Until Tuesday, there appeared to have been little hope for such a resolution.
The judge pleaded with the sides just a few days ago to put aside their enmity and reach a settlement over what was left of Gatti’s fast-dwindling fortune.
But his widow, Amanda Rodrigues, defiantly declared last week that she would not settle.
Her lawyer, Pierre-Hugues Fortin, wouldn’t elaborate if it was his client who had the change of heart.
“Last week was last week, today is a different day. They are discussing at the present moment and I will avoid disclosing to you any details concerning that settlement including the reasons that may have prompted the parties to settle,” Fortin told reporters.
“I really hope that we find a way of settling the case; that’s my position.”
The Gattis and Rodrigues have been at daggers drawn since the boxer’s 2009 death at a Brazilian resort.
The boxer’s family does not accept the conclusion of Brazilian authorities that he committed suicide. And they reject the legitimacy of a will, signed just weeks before his death, that left everything to Rodrigues.
The civil case has heard that the couple were having volcanic arguments leading up to Gatti’s death and that both had consulted divorce lawyers.
The Gattis also point out that, under the terms of a prenuptial agreement, Rodrigues would have been left without a penny had the couple divorced.
They say the boxer’s true feelings were represented in an older will that left everything to them; however, the Gattis cannot produce a signed copy of that will.
The Gatti family has said their preference is that the fortune be split equally between Gatti’s child with Rodrigues and his child from a previous relationship.

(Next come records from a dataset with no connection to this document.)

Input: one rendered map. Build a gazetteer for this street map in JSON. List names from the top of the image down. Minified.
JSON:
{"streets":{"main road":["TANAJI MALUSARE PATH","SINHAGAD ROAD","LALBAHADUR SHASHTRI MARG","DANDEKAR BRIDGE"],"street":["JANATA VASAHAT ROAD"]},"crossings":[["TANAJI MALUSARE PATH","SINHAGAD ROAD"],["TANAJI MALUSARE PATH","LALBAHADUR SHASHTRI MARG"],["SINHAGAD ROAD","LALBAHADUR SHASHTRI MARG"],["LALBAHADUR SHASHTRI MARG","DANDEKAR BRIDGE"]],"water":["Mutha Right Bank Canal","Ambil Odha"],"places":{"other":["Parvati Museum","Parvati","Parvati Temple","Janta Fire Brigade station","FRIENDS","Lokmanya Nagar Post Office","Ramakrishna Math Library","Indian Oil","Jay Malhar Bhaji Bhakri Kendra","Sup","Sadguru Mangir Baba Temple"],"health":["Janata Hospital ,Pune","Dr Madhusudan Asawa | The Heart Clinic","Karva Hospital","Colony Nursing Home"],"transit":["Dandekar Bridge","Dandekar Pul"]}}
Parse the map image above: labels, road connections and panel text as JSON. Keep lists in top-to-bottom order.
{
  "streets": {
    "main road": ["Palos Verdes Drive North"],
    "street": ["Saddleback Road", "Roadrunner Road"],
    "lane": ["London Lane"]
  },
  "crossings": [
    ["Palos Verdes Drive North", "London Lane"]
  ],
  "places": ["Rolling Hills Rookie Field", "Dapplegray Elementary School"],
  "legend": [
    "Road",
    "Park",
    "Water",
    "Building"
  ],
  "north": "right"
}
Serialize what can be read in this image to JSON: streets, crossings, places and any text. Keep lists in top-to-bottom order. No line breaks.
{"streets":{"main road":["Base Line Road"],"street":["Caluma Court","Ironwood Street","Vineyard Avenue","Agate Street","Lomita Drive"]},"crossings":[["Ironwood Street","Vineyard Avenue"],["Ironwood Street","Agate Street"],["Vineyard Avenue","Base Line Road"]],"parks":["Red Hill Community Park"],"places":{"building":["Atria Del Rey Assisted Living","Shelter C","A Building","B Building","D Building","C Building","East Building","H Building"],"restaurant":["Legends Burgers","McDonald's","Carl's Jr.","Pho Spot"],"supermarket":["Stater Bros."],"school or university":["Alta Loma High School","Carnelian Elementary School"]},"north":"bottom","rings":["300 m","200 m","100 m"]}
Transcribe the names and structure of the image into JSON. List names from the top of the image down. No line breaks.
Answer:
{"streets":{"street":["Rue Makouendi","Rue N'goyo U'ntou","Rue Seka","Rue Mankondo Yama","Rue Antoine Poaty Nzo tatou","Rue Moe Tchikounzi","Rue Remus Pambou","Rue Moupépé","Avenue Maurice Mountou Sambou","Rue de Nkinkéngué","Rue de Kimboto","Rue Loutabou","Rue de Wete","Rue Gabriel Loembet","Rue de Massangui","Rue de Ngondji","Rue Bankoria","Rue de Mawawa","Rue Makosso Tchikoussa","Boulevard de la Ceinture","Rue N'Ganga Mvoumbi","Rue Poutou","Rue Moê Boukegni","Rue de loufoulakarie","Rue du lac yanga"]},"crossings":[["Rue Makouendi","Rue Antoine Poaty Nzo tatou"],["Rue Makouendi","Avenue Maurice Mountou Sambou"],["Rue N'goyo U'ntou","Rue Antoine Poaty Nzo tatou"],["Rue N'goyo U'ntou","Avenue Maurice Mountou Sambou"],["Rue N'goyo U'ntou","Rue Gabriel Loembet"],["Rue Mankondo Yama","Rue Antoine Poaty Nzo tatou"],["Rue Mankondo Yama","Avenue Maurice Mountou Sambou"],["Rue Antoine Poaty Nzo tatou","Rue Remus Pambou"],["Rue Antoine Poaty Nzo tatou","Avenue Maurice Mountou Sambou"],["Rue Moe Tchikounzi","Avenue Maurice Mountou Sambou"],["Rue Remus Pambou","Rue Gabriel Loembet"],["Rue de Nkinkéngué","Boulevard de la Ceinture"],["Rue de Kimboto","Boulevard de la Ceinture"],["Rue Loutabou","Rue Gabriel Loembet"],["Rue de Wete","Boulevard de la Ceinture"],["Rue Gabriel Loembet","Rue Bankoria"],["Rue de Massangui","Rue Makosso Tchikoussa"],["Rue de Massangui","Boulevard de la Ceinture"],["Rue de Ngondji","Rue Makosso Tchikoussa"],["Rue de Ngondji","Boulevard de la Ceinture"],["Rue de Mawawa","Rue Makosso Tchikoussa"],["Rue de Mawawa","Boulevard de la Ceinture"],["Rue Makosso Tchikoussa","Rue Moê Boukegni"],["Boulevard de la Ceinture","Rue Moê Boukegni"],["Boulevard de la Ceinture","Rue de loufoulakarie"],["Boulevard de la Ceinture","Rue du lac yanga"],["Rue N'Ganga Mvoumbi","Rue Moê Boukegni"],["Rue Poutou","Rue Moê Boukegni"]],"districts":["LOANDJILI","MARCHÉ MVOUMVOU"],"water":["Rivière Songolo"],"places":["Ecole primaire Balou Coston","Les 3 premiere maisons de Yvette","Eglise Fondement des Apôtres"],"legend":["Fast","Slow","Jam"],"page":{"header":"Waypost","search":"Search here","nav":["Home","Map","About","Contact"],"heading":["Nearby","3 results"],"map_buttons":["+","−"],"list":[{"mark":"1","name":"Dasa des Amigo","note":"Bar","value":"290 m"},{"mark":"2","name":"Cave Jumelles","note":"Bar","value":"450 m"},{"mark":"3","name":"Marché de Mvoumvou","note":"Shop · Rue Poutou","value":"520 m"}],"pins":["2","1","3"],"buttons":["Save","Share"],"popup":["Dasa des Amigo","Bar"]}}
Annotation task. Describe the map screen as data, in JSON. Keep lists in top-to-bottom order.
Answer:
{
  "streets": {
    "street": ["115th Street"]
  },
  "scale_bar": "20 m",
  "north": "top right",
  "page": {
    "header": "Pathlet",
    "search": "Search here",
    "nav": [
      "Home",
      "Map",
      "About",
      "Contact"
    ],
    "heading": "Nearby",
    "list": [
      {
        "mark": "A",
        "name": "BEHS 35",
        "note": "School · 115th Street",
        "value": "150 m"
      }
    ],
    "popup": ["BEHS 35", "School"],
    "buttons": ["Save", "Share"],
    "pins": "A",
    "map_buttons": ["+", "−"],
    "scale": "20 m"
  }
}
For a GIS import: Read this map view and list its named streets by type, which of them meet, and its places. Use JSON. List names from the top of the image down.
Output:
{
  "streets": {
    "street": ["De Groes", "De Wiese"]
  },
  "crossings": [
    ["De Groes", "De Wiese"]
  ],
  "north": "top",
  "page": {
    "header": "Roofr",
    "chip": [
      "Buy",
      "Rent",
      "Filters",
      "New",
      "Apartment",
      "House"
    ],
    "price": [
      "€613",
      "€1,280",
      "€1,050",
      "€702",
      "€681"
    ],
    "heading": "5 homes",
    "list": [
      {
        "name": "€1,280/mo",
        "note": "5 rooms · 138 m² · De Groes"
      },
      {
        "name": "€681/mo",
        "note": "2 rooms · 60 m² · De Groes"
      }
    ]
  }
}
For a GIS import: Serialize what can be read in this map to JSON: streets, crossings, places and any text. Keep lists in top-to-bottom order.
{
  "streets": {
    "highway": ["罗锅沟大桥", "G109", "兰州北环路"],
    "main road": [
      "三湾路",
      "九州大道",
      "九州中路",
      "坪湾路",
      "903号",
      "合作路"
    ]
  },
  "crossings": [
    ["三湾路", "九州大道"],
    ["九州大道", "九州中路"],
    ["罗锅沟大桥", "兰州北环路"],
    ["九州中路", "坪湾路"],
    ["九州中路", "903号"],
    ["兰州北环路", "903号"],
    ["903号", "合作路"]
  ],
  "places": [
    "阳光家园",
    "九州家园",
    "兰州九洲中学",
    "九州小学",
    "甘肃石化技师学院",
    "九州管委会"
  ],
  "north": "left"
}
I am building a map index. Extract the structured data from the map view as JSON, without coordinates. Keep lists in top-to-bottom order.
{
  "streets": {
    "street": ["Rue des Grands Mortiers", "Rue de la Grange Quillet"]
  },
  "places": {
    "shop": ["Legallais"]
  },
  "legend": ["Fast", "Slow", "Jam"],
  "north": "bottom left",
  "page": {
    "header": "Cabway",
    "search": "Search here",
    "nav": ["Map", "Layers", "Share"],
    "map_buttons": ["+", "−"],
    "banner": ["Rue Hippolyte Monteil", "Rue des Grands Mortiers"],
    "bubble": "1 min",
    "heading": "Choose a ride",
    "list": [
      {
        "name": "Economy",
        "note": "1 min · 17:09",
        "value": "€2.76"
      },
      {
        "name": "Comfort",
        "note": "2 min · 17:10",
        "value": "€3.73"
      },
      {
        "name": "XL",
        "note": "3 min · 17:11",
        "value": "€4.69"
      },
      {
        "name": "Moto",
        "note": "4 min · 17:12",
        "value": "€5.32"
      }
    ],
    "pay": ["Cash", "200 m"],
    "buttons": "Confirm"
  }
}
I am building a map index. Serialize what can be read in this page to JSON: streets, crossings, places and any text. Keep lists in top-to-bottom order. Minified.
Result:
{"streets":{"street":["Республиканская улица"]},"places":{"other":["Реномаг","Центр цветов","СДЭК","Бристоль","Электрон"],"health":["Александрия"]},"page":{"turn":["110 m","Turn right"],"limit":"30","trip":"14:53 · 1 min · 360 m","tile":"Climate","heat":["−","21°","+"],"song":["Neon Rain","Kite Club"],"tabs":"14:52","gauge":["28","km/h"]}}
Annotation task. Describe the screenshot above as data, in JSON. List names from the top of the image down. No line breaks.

They say they don’t want any of the money for themselves.
However, even a resolution to the Rodrigues-Gatti case would not completely end the legal saga over the late boxer’s fortune.
There are outstanding legal cases in New Jersey and Florida as well as taxes that have not been paid.
A wrongful-death suit filed in New Jersey by the mother of Arturo Gatti’s oldest child, Sofia, has effectively frozen all of the assets.
The estate also owes back taxes, and faces legal action from other parties.
Last week, in urging the parties to settle, Justice Roy warned both sides that the money would eventually run out unless they came to their senses.